Ninguno de los dos sabía cómo
llegar hasta la casa que se alzaba
al otro lado, donde la corriente
era un rumor de besos, donde el agua
se hacía canción, donde los esperaban,
sentados a la puerta de la orilla del río,
los que un día los vieron partir como veían
correr el río largo y lento
de la violenta España al triste Portugal.


LA PROMESA


Era aquellos años
en que la luz entraba muy despacio
en la casa de la pobreza.
(Entonces yo creía que Dios era un buen hombre
y su madre algo así como mi abuela,
que vigilaba nuestros juegos,
nos hacía merendar junto a sus faldas
y por las noches nos ponía unos higos
secos y unas almendras debajo de la almohada
para que al despertar
comiéramos el pan de su dulzura)
Mi padre, capitán de lo imposible,
nos llevó hasta la isla de la presa. En silencio
el cielo se vistió de nubes bajas.
Y mientras él llamaba por su nombre a los peces,
mi hermano y yo en la isla
respiramos el fuego de un incendio.

La palabra de Dios se hizo relámpago,
su voz en trueno, su venganza en lluvia
y el rayo destructor cayó en los árboles,
entre dos niños solos
que abrazados en medio de la noche
lloraban la desgracia de un cielo vengativo.
Entonces
nos acordamos de mi abuela
--quiero decir la madre de Dios--, y prometimos
ir a verla a diario durante treinta días
como se dan los plazos en la literatura,
a su casa sin lluvia detrás de los jardines
donde vivía mi abuela --quiero decir la Virgen-,
porque mi abuela siempre
vivió en aquella casa de lluvia junto al río.
Pero nunca cumplimos la promesa.
Alguien nos dijo que por ello
seríamos castigados con más fuego y más truenos.
Mi hermano y yo vivimos desde entonces
castigados, lo mismo que vosotros.
Y la Virgen --quizá también mi abuela--
desde su altar de plata y flores secas
--desde su casa abierta sobre el río--
nos mira compasiva.

HISTORIA Y VIDA

a Gregorio Luján

La infancia con sus largos brazos de agua,
la música del río, los punzantes
juncos que hacen sangrar a las orillas
vuelven a aparecer.

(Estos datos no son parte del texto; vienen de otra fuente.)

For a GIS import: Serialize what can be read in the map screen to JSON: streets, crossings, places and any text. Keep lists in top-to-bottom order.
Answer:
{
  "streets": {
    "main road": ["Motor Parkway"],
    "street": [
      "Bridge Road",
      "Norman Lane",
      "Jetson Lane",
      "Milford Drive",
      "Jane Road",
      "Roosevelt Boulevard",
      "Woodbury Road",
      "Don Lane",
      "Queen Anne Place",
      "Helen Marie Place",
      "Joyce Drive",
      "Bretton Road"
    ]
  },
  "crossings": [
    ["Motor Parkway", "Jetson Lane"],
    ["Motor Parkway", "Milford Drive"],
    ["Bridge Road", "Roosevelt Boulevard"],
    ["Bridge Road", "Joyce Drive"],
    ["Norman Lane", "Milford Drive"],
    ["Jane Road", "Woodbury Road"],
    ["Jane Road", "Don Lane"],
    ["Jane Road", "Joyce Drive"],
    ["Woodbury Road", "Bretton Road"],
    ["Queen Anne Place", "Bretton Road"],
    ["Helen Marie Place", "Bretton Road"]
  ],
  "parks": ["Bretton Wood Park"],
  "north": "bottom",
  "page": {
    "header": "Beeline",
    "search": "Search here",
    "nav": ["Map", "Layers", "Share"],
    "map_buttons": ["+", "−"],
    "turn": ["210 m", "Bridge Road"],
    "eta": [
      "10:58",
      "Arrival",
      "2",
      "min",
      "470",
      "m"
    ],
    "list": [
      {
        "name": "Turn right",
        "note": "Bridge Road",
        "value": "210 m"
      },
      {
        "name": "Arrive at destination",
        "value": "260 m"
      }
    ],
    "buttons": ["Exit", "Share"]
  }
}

Historia y vida
de una ciudad, un no y unos niños
que abrazaban de noche la tristeza.
Como ellos, los puentes
estaban amarrados frente al fluir del tiempo
--tiempo lento y violento--
de esos años. Sus casas
se encendían con luces de miseria,
y el paso de la muerte
golpeaba en la aldaba de todos los portales.
Y ellos
se alimentaban con el sol y el ruido
de las horas nocturnas
donde escondían sus pobres
anhelos: la esperanza
de salir algún día
hacia un campo de lluvias de una ciudad sin nombre.
Uno se fue hacia el norte
llevado por la mano de dios sabe de quién.
El otro, algo más tarde,
se fue hacia el este donde el mar respira.
Y entre tanto, y después, y luego, y mucho
más tarde se reunían
para olvidar y recordar,
y volver a olvidar, ya hombres, su historia.
Hoy sentados el uno
frente al otro se abrazan
--infancia, río, puente, sol, memoria--
y extraen en la vida los frutos más hermosos.